Action item:
Only one thing is required: the number of lines in the entries below that contain "after".

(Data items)
^^^^^^^^^^^^^^^^

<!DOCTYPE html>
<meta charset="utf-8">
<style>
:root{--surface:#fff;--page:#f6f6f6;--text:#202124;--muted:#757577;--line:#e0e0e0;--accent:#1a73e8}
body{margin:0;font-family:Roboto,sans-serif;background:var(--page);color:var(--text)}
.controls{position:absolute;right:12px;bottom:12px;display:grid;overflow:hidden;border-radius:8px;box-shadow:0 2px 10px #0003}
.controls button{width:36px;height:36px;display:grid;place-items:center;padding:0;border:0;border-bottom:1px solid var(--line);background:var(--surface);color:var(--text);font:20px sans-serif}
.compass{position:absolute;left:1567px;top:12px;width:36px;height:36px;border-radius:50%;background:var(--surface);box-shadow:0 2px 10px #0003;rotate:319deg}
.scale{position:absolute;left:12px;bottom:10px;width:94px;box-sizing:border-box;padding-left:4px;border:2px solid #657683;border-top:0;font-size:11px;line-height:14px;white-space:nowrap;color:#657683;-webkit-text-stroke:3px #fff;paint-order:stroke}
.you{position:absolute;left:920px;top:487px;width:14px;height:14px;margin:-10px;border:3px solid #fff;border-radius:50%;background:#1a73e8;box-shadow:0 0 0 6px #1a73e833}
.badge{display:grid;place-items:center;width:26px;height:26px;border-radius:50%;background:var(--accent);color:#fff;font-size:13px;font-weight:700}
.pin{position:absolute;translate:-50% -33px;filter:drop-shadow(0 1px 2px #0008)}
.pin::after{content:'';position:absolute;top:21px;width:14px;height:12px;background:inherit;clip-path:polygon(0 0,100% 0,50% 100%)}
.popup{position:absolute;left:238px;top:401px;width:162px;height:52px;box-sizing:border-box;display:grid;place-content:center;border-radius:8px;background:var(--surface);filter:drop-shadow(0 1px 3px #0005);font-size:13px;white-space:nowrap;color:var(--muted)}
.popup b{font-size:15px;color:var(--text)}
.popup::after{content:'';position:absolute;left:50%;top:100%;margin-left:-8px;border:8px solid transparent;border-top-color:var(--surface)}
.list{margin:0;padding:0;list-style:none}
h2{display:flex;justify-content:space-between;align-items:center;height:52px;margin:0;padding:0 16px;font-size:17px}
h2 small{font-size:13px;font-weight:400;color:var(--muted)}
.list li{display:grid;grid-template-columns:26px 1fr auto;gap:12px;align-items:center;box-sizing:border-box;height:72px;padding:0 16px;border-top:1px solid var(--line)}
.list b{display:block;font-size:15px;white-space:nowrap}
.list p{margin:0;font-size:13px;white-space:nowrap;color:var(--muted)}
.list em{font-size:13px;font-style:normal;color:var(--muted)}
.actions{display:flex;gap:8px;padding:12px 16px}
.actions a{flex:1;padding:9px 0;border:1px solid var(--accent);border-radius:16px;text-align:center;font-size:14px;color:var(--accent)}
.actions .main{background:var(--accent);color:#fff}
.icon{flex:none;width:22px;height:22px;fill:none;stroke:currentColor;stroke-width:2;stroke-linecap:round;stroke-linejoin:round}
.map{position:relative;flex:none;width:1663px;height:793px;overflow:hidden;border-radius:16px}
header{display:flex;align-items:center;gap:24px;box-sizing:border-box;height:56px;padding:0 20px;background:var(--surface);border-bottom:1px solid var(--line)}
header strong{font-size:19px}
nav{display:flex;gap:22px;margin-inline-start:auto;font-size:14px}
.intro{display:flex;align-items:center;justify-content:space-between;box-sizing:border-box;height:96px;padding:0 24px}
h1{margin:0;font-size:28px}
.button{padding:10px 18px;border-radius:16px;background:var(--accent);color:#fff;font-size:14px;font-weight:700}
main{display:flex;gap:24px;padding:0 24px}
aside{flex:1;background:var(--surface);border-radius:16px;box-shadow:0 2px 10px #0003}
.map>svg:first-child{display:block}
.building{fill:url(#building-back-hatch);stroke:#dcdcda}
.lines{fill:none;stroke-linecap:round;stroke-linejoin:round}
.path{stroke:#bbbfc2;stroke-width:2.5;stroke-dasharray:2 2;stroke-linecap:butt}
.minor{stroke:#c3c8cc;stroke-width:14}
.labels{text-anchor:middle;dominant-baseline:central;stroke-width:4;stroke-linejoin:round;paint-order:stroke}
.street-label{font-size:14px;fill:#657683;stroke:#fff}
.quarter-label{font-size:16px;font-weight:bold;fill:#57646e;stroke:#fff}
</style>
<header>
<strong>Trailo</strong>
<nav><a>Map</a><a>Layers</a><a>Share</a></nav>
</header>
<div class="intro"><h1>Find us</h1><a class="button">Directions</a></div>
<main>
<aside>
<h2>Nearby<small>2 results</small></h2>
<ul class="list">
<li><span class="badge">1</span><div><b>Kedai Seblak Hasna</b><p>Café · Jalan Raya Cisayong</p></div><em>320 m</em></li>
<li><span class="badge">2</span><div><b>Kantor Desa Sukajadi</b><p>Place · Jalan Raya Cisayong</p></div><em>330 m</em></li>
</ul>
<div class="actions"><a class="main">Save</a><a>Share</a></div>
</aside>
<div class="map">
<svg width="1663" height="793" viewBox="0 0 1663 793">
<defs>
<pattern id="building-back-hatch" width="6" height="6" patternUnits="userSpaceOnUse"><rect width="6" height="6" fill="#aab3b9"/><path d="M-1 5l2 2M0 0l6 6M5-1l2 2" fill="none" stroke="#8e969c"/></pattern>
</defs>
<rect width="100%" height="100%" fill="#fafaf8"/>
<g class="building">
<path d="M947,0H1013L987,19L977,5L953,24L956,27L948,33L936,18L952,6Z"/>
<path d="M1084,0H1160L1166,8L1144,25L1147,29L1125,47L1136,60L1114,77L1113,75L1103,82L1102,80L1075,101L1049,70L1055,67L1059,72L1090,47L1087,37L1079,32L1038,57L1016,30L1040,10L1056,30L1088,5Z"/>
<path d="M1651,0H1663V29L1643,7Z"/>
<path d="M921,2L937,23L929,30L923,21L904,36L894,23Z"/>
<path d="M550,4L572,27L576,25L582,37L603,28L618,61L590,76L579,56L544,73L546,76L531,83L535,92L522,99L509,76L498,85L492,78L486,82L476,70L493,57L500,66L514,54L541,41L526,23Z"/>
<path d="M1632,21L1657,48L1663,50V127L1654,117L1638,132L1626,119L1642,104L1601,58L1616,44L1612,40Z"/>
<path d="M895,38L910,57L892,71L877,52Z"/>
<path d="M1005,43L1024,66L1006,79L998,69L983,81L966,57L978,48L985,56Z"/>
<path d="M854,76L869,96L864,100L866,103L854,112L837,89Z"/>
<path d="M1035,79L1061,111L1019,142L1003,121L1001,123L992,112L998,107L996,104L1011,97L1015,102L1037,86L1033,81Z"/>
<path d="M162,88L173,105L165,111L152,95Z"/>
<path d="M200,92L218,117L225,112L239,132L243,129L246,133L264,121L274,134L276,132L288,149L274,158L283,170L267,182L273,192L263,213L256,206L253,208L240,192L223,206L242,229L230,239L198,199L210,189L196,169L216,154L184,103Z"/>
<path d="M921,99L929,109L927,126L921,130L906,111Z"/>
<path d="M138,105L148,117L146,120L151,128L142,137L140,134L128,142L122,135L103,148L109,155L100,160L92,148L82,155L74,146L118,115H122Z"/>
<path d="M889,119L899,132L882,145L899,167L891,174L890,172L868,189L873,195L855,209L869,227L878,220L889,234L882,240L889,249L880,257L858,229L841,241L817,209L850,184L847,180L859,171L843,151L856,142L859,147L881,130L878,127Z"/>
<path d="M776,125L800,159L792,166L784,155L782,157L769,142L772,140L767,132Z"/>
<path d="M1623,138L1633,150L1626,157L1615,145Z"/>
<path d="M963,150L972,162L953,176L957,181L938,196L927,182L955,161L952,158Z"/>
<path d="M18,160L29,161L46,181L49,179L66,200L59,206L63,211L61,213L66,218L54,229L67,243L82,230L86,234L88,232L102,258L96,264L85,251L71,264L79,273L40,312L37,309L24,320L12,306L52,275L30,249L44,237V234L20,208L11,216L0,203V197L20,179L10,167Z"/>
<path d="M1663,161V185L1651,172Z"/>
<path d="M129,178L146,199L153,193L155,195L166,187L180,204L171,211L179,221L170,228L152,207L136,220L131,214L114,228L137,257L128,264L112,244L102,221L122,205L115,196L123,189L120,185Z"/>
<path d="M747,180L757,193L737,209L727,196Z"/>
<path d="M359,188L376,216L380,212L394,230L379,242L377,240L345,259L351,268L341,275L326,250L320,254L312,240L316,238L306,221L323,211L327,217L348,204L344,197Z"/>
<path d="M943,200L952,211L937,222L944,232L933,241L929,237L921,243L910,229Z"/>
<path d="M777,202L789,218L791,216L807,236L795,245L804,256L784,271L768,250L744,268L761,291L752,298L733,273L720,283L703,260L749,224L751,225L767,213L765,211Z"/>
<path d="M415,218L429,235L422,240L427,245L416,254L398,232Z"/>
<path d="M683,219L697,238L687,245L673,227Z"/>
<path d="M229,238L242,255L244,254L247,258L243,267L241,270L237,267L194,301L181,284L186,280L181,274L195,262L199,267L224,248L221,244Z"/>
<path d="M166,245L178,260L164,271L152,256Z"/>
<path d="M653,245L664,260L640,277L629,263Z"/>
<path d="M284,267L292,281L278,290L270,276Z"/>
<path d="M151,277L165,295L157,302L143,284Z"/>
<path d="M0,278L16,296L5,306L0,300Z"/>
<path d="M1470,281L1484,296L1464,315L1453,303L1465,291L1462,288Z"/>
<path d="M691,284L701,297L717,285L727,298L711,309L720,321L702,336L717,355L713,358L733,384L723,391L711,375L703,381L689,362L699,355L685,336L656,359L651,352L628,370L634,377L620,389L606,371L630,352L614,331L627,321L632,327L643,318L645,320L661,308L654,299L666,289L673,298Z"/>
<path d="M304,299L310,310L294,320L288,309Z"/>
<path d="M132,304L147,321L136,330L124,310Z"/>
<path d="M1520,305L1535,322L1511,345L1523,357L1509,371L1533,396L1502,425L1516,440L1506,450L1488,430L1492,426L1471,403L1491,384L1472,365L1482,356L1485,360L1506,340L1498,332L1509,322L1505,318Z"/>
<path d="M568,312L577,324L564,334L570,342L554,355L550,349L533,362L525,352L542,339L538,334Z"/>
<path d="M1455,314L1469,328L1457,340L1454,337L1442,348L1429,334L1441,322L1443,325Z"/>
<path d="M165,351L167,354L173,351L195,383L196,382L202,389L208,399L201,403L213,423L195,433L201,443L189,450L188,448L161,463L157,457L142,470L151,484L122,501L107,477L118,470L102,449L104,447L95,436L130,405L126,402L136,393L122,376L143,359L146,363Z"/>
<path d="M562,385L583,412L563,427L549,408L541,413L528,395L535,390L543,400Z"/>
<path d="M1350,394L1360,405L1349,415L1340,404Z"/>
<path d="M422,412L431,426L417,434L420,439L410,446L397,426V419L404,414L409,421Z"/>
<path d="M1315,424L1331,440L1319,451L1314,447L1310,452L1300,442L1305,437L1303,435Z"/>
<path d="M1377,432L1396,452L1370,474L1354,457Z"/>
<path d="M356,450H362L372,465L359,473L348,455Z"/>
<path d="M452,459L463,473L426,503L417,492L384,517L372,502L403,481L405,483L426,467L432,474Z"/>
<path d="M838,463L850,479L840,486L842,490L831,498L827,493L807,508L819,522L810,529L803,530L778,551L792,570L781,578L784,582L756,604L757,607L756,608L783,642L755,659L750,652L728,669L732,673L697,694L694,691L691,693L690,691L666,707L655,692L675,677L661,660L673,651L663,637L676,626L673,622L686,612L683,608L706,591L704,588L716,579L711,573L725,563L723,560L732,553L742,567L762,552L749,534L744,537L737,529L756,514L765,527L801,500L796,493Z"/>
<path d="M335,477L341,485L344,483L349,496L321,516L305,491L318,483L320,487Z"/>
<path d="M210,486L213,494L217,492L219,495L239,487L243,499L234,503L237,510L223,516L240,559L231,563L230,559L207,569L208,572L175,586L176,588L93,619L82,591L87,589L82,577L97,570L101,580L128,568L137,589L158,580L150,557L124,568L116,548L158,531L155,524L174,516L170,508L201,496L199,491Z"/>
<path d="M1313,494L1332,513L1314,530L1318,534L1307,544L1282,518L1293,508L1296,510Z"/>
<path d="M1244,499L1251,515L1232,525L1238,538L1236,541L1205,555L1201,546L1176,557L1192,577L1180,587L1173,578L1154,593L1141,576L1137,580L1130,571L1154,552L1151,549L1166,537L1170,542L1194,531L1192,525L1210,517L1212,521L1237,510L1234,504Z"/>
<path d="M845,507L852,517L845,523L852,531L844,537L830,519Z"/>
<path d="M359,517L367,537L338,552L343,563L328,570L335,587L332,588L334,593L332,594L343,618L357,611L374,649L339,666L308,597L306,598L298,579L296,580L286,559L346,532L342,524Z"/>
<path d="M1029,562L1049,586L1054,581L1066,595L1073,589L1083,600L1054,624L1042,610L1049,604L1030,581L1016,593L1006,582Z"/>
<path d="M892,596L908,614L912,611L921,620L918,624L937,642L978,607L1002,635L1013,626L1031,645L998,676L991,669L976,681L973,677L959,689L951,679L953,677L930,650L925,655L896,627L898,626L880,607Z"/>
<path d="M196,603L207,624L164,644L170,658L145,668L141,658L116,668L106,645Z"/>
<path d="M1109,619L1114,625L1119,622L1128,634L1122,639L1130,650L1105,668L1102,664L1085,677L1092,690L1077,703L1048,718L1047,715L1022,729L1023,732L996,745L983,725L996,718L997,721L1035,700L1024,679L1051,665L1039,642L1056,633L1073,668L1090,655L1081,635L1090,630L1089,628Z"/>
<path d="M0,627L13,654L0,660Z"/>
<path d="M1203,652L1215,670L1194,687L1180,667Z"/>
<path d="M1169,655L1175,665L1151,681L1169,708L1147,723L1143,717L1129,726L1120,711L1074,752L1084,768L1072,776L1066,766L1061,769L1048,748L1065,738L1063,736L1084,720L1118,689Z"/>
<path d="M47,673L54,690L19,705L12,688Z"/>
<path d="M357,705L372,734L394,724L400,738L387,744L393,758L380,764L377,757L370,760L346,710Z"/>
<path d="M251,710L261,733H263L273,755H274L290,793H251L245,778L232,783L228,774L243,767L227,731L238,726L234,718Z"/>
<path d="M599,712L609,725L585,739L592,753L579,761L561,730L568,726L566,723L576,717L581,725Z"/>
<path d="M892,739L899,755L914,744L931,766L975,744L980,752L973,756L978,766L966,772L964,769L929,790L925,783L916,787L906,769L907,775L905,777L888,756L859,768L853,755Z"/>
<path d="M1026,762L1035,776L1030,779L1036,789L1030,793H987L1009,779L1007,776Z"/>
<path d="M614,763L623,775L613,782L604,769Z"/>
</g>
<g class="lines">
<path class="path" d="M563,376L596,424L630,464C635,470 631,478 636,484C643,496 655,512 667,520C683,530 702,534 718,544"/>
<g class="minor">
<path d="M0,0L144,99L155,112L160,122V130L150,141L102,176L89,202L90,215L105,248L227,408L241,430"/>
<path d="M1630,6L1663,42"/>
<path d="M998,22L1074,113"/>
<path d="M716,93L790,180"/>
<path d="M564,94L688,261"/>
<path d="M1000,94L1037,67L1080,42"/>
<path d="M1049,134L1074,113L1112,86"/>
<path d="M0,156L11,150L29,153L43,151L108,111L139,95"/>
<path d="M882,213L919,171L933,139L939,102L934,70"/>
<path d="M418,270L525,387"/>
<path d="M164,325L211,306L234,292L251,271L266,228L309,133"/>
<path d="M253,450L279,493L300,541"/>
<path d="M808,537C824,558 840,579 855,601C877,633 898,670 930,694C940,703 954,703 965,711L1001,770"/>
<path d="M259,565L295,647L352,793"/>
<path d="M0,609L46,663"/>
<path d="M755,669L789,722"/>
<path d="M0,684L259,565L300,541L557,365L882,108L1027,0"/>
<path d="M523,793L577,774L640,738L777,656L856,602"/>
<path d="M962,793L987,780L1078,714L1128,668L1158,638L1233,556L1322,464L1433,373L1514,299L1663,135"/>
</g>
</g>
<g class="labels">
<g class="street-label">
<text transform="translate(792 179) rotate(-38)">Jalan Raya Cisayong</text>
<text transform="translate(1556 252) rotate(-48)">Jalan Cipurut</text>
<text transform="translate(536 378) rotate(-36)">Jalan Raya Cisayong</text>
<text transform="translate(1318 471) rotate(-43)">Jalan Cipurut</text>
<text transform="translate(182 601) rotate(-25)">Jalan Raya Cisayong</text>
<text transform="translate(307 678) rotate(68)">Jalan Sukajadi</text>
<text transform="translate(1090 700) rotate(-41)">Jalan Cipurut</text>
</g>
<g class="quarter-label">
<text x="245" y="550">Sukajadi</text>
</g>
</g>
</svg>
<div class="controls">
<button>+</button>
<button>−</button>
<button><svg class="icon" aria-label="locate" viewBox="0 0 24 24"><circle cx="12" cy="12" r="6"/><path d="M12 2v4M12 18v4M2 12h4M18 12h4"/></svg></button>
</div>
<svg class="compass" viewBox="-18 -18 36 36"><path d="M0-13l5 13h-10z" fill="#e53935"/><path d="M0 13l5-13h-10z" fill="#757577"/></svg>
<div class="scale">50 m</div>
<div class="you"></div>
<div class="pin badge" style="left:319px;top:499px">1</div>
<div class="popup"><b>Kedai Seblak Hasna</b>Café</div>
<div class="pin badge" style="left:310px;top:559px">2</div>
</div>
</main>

^^^^^^^^^^^^^^^^

Response to the exercise:
2